### DATA ###
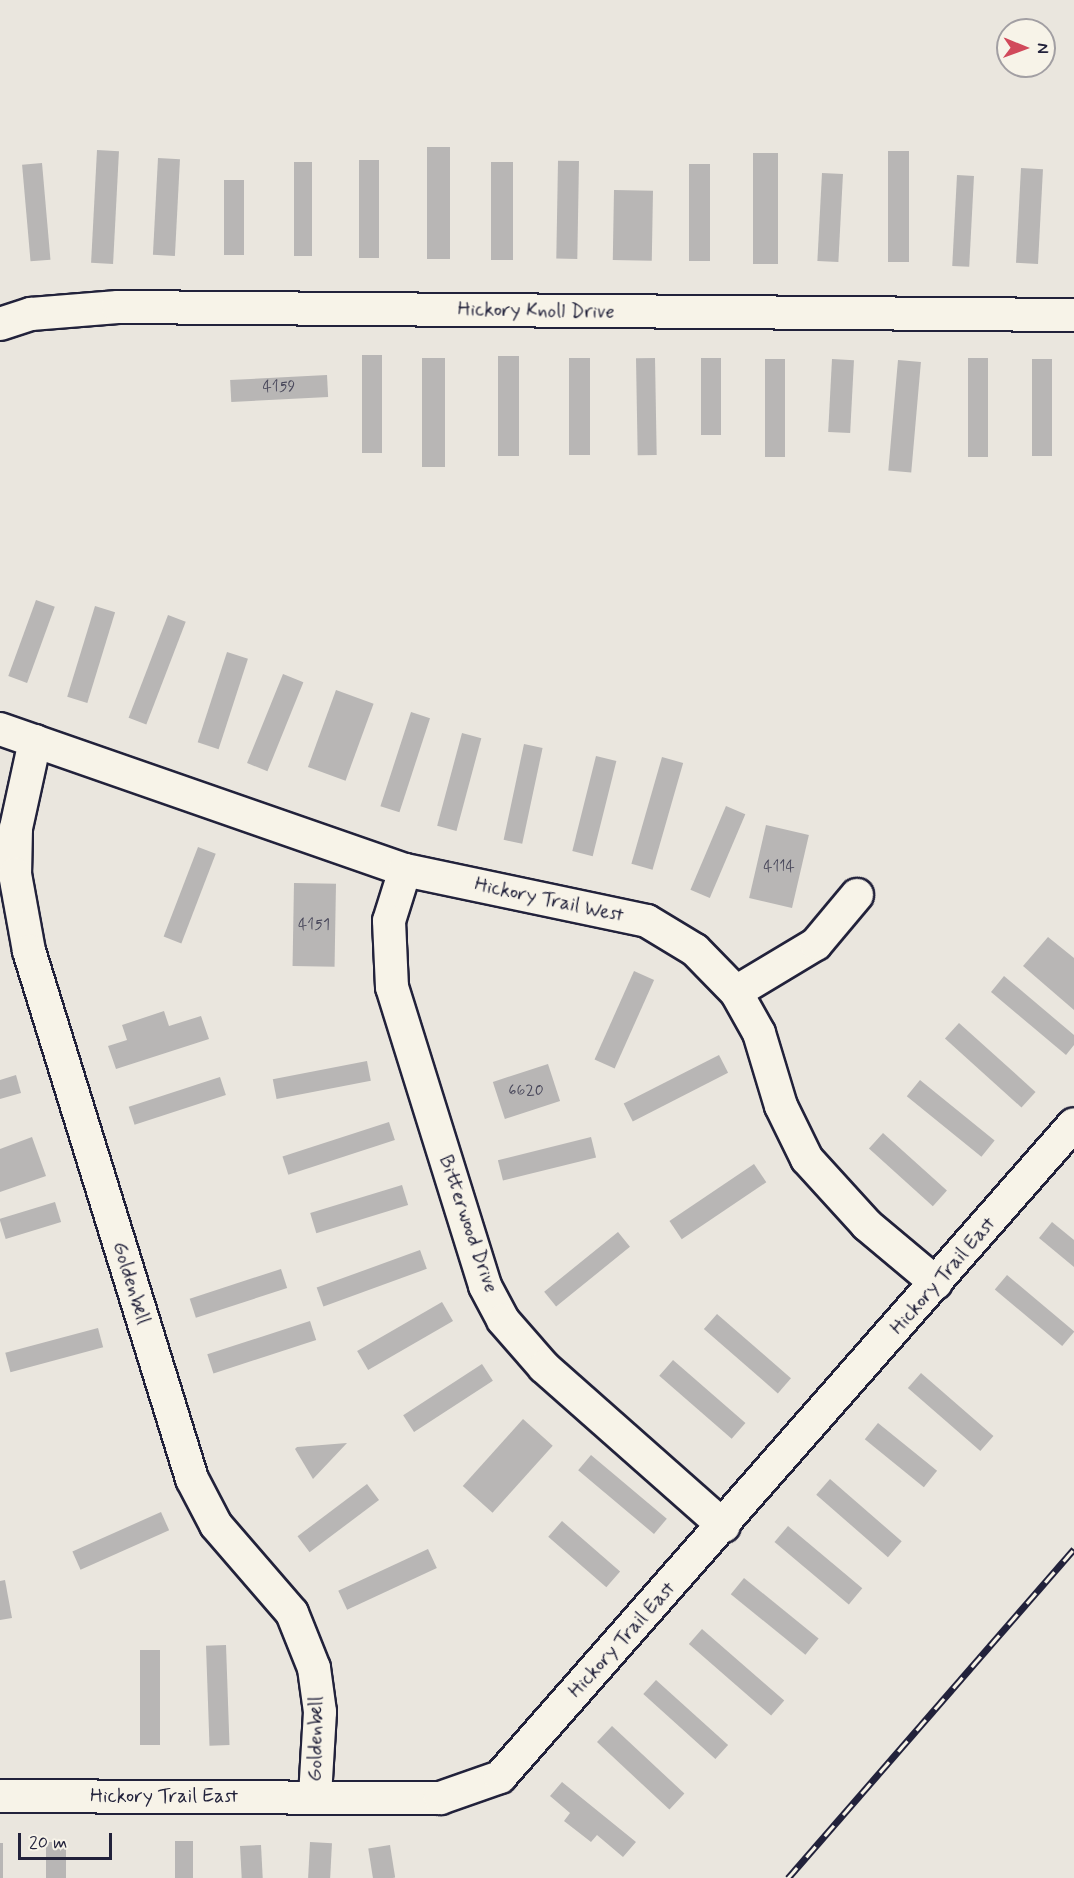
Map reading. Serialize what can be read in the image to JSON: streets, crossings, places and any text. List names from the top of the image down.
{
  "streets": {
    "street": [
      "Hickory Knoll Drive",
      "Hickory Trail West",
      "Bitterwood Drive",
      "Hickory Trail East",
      "Goldenbell"
    ]
  },
  "crossings": [
    ["Hickory Trail West", "Bitterwood Drive"],
    ["Hickory Trail West", "Hickory Trail East"],
    ["Hickory Trail West", "Goldenbell"],
    ["Bitterwood Drive", "Hickory Trail East"],
    ["Hickory Trail East", "Goldenbell"]
  ],
  "house_numbers": [
    "4159",
    "4114",
    "4151",
    "6620"
  ],
  "scale_bar": "20 m",
  "north": "right"
}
###
WHAT THE TASK REQUIRES |
Set down all the lines above exactly as they appear, with no pictures.

TASK SOLUTION |
Map reading. Serialize what can be read in the image to JSON: streets, crossings, places and any text. List names from the top of the image down.
{
  "streets": {
    "street": [
      "Hickory Knoll Drive",
      "Hickory Trail West",
      "Bitterwood Drive",
      "Hickory Trail East",
      "Goldenbell"
    ]
  },
  "crossings": [
    ["Hickory Trail West", "Bitterwood Drive"],
    ["Hickory Trail West", "Hickory Trail East"],
    ["Hickory Trail West", "Goldenbell"],
    ["Bitterwood Drive", "Hickory Trail East"],
    ["Hickory Trail East", "Goldenbell"]
  ],
  "house_numbers": [
    "4159",
    "4114",
    "4151",
    "6620"
  ],
  "scale_bar": "20 m",
  "north": "right"
}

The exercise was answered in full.